* EXERCISE REQUIREMENTS:
Pick out the lines below that include the string "linejoin".

--- EXERCISE MATERIALS ---

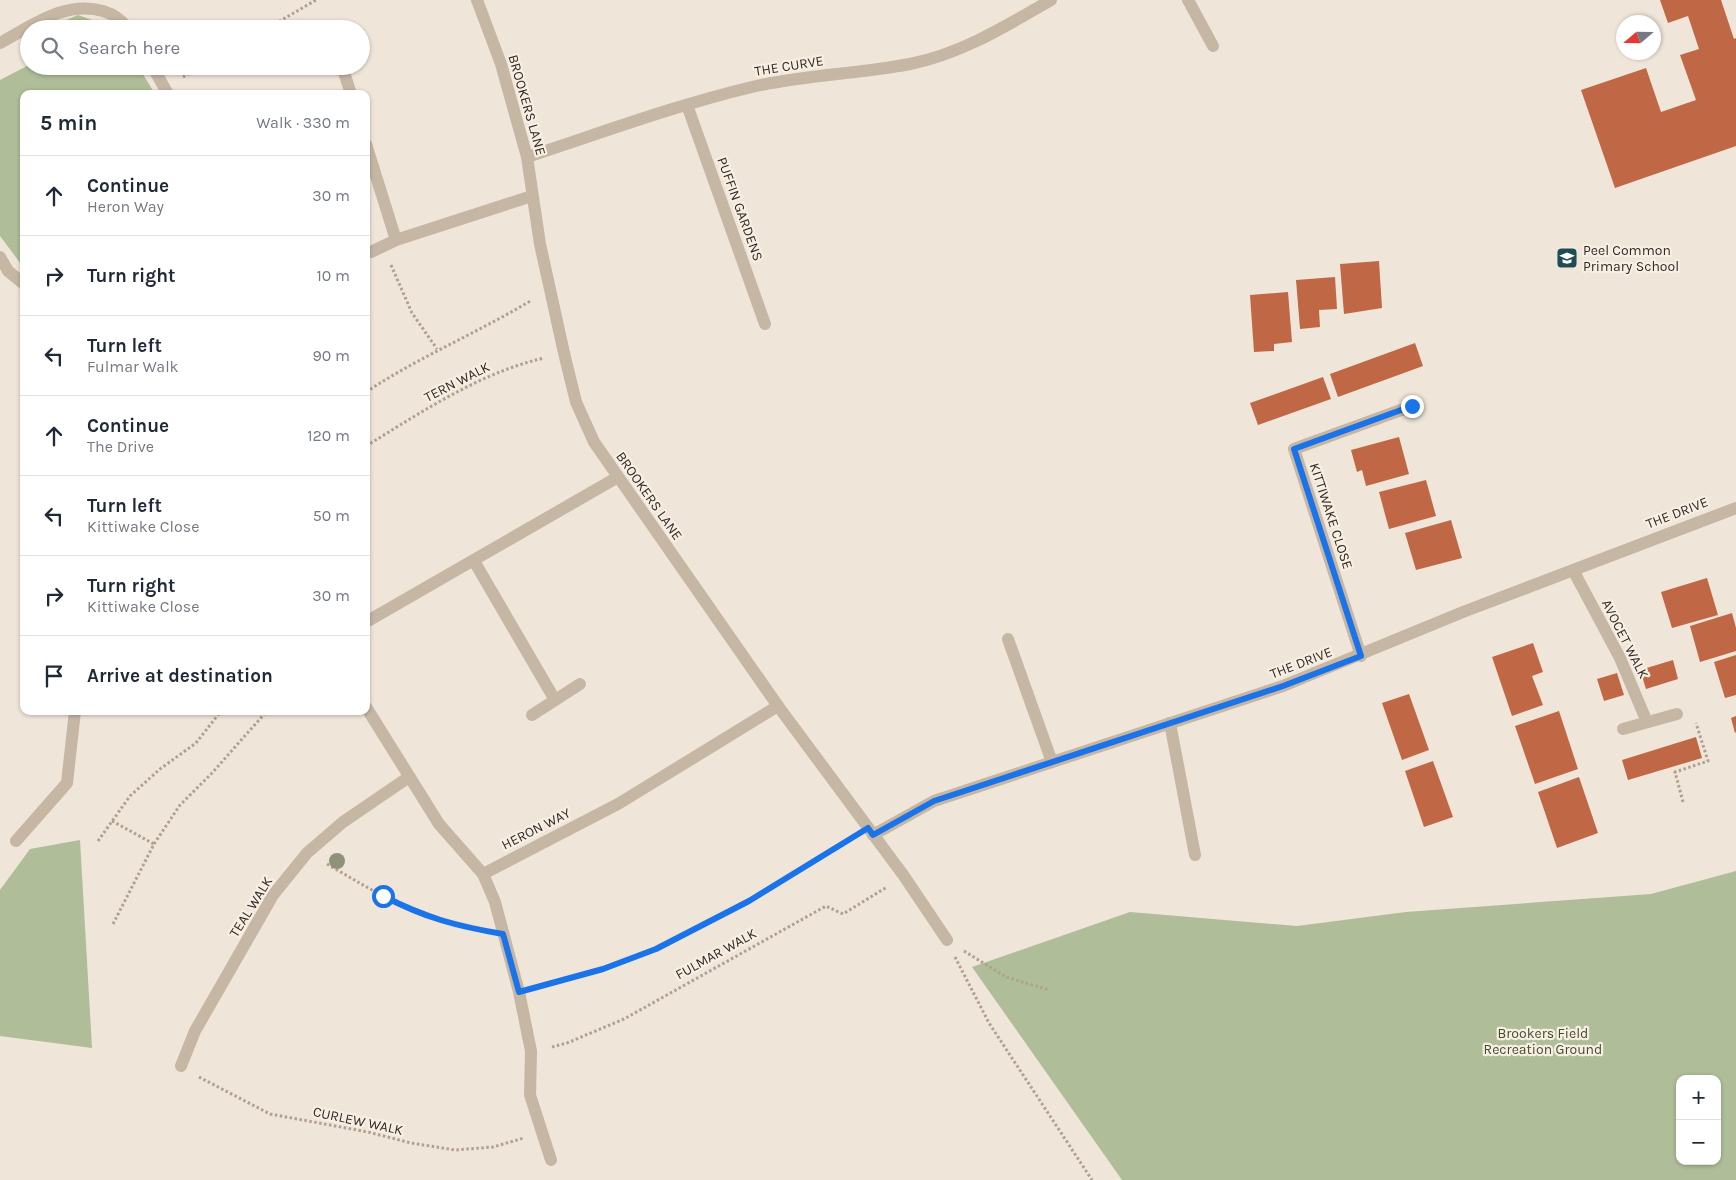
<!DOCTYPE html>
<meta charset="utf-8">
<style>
body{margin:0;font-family:Karla,sans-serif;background:#f2f2f3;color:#1f2937}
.controls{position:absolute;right:15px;bottom:15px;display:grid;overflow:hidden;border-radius:10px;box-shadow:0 1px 4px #0004}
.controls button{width:45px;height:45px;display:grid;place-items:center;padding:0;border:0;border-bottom:1px solid #e0e1e3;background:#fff;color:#1f2937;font:25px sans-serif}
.compass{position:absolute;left:1616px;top:15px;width:45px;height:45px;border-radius:50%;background:#fff;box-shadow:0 1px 4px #0004;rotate:250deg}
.stop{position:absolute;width:15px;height:15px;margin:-11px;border:4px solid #1a73e8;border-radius:50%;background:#fff}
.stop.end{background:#1a73e8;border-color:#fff;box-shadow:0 1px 5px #0008}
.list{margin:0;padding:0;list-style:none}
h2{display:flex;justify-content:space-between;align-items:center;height:65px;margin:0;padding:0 20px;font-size:21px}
h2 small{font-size:16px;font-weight:400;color:#747a83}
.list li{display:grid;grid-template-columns:32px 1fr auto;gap:15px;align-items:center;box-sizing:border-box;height:80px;padding:0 20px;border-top:1px solid #e0e1e3}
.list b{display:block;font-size:19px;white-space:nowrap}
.list p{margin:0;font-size:16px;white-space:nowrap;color:#747a83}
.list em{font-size:16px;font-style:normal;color:#747a83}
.icon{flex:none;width:28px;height:28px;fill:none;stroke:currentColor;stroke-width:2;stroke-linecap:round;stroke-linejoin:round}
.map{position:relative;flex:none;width:1736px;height:1180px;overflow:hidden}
.search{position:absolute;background:#fff;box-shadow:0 1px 4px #0004;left:20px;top:20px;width:350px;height:55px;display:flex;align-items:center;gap:12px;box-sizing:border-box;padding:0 18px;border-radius:28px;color:#747a83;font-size:19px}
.panel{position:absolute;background:#fff;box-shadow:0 1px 4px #0004;left:20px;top:90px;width:350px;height:625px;border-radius:10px}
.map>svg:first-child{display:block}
</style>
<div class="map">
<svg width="1736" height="1180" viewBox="0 0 1736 1180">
<rect width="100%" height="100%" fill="#efe5d8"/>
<g fill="#afbd99" fill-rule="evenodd">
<polygon points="78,15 103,24 109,29 58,29 55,25"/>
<polygon points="29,65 138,66 155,94 24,94 24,268 0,236 0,80"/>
<polygon points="80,840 92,1048 0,1036 0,890 30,849"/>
<path d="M 1736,871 L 1736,1180 L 1122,1180 L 972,967 L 1130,912 L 1297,926 L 1406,912 L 1651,894 ZM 1680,1079 L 1717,1079 L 1717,1161 L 1680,1161 Z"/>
</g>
<g fill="#c06845">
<polygon points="1660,0 1721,0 1734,39 1736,38 1736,146 1615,188 1581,90 1646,68 1661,112 1696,100 1680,55 1699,49 1688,16 1668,23"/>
<polygon points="1379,261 1382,308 1344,314 1340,264"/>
<polygon points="1335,277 1337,309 1319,310 1320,327 1300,329 1296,280"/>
<polygon points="1288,292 1292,342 1274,344 1274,351 1254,352 1250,295"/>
<polygon points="1415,343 1423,366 1338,397 1330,374"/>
<polygon points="1323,377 1331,399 1258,425 1250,403"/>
<polygon points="1399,437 1409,474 1366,486 1362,470 1357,472 1351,450"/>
<polygon points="1426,480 1436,516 1389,529 1379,492"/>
<polygon points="1451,520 1462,558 1416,570 1405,533"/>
<polygon points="1707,578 1718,615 1672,628 1661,592"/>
<polygon points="1732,613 1736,628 1736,651 1700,662 1690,626"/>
<polygon points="1533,643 1543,672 1532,676 1543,705 1512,716 1492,657"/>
<polygon points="1736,655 1736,695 1725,698 1714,662"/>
<polygon points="1673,660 1678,679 1646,689 1640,670"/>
<polygon points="1617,673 1624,695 1604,701 1597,679"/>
<polygon points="1409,694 1429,750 1402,760 1382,703"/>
<polygon points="1559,711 1578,769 1535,784 1515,726"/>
<polygon points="1736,716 1736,732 1735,733 1731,718"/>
<polygon points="1696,737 1702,758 1628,780 1622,760"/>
<polygon points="1433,761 1453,817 1424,827 1405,771"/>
<polygon points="1579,777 1598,833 1557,848 1538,792"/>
</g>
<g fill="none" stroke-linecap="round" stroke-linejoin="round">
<g stroke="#b2a08f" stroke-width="3" stroke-dasharray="2.5 2.5" stroke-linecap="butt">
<polyline points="266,29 316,0"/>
<polyline points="183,77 202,66"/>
<polyline points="391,265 412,313 437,349"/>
<path d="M 366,392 C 419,357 477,333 532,300"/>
<path d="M 366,446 C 422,412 479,373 544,358"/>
<polyline points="1683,802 1675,772 1708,761 1696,723"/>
<polyline points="112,821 154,844"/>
<polyline points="98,841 130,796 160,769 196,743 221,711"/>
<path d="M 327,864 C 378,894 421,920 481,930"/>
<polyline points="113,924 154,844 180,805 212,773 267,711"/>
<polyline points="964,951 1006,977 1049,990"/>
<polyline points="955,957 989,1023 1092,1180"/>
<polyline points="539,987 603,969 656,949 749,901 851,840"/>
<polyline points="552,1047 567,1043 624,1019 826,906 843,914 887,887"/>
<polyline points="199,1077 270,1114 368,1132 411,1143 455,1150 493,1147 524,1138"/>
</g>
<g stroke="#c6b6a4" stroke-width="12">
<polyline points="477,0 501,64 527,157 540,244 564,353 576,402 594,442 778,706 904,876 947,940"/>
<polyline points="1188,0 1213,46"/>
<path d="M 0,43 C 32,26 65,0 103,11 C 113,14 122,20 128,29"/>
<polyline points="152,66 168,94"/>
<polyline points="342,66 351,94"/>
<polyline points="687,105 765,324"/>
<polyline points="366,144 396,240"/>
<path d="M 527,157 C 601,133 676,105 752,87 C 804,75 857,74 910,64 C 961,54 1006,26 1051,0"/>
<polyline points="371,252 396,240 532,196"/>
<polyline points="0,257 8,271 24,284"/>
<polyline points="474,561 555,700"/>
<polyline points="1573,570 1620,658 1647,722"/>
<polyline points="366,622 618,477"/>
<polyline points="1008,639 1052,762"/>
<polyline points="1361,656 1294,449 1412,406"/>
<polyline points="366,707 439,824 483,874 495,902 519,992 531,1051 530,1095 551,1160"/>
<polyline points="532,715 580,684"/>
<polyline points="1170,723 1195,855"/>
<polyline points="1623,729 1677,714"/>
<polyline points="873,835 934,801 1283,686 1463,612 1736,508"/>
<polyline points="16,841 67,783 75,711"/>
<polyline points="483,874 618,804 778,706"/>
<polyline points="181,1066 195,1031 273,895 307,853 343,822 409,777"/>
</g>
</g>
<circle fill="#8f9279" cx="337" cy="861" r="8"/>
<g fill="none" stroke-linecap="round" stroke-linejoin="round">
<path stroke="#1a73e8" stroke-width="6" d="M 383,896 C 426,918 456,926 503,934 L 519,992 L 603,969 L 656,949 L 749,901 L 868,828 L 873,835 L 934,801 L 1283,686 L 1361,656 L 1294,449 L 1412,406"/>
</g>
<defs>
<g id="school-square" transform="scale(1.125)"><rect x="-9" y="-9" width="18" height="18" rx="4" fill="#1d4c52" stroke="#f8efe3"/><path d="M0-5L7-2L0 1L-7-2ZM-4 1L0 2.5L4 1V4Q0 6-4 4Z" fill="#fff"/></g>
</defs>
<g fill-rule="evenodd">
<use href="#school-square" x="1567" y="258"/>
</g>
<g text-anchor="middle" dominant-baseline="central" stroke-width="4.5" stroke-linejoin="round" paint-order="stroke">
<g font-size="14" fill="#322a26" stroke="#f8efe3">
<text transform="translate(789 66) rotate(-9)">THE CURVE</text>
<text transform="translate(527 105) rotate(74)">BROOKERS LANE</text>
<text transform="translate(740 209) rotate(70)">PUFFIN GARDENS</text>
<text transform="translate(457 382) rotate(-27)">TERN WALK</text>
<text transform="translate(649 496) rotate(55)">BROOKERS LANE</text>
<text transform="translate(1677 513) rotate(-21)">THE DRIVE</text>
<text transform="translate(1331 516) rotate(72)">KITTIWAKE CLOSE</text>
<text transform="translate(1625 639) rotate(63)">AVOCET WALK</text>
<text transform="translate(1301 663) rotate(-21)">THE DRIVE</text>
<text transform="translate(536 829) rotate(-27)">HERON WAY</text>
<text transform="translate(251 907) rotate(-58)">TEAL WALK</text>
<text transform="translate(716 954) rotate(-29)">FULMAR WALK</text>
<text transform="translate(358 1121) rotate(12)">CURLEW WALK</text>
</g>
<g font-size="14" fill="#322a26" stroke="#f8efe3" text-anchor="start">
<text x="1583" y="250">Peel Common<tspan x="1583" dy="16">Primary School</tspan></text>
</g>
<g font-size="14" fill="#404f2b" stroke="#f8efe3">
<text x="1543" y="1033">Brookers Field<tspan x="1543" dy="16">Recreation Ground</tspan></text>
</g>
</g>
</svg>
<div class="controls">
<button>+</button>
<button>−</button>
</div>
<svg class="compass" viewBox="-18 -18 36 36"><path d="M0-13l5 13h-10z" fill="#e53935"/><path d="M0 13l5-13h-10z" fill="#747a83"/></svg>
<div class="stop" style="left:383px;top:896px"></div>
<div class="stop end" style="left:1412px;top:406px"></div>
<div class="search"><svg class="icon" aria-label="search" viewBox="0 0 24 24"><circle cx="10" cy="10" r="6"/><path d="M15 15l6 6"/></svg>Search here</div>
<section class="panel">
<h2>5 min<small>Walk · 330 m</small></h2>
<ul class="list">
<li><svg class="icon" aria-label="ahead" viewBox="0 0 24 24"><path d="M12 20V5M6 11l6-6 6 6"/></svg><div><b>Continue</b><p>Heron Way</p></div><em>30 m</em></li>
<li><svg class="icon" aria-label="right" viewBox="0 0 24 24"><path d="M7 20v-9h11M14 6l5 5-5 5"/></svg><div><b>Turn right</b></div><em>10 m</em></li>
<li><svg class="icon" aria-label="left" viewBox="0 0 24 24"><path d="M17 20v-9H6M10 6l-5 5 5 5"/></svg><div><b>Turn left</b><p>Fulmar Walk</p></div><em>90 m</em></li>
<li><svg class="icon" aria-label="ahead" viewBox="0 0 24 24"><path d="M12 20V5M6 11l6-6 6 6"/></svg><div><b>Continue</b><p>The Drive</p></div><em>120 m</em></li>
<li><svg class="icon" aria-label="left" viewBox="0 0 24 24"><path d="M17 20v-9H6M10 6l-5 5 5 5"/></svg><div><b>Turn left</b><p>Kittiwake Close</p></div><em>50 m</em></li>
<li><svg class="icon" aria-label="right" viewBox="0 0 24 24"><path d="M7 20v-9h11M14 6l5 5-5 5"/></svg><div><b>Turn right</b><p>Kittiwake Close</p></div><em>30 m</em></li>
<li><svg class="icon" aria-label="arrive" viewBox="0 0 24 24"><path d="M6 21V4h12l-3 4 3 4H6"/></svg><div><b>Arrive at destination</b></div></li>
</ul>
</section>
</div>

---

* RESULT FOR THIS TASK:
.icon{flex:none;width:28px;height:28px;fill:none;stroke:currentColor;stroke-width:2;stroke-linecap:round;stroke-linejoin:round}
<g fill="none" stroke-linecap="round" stroke-linejoin="round">
<g fill="none" stroke-linecap="round" stroke-linejoin="round">
<g text-anchor="middle" dominant-baseline="central" stroke-width="4.5" stroke-linejoin="round" paint-order="stroke">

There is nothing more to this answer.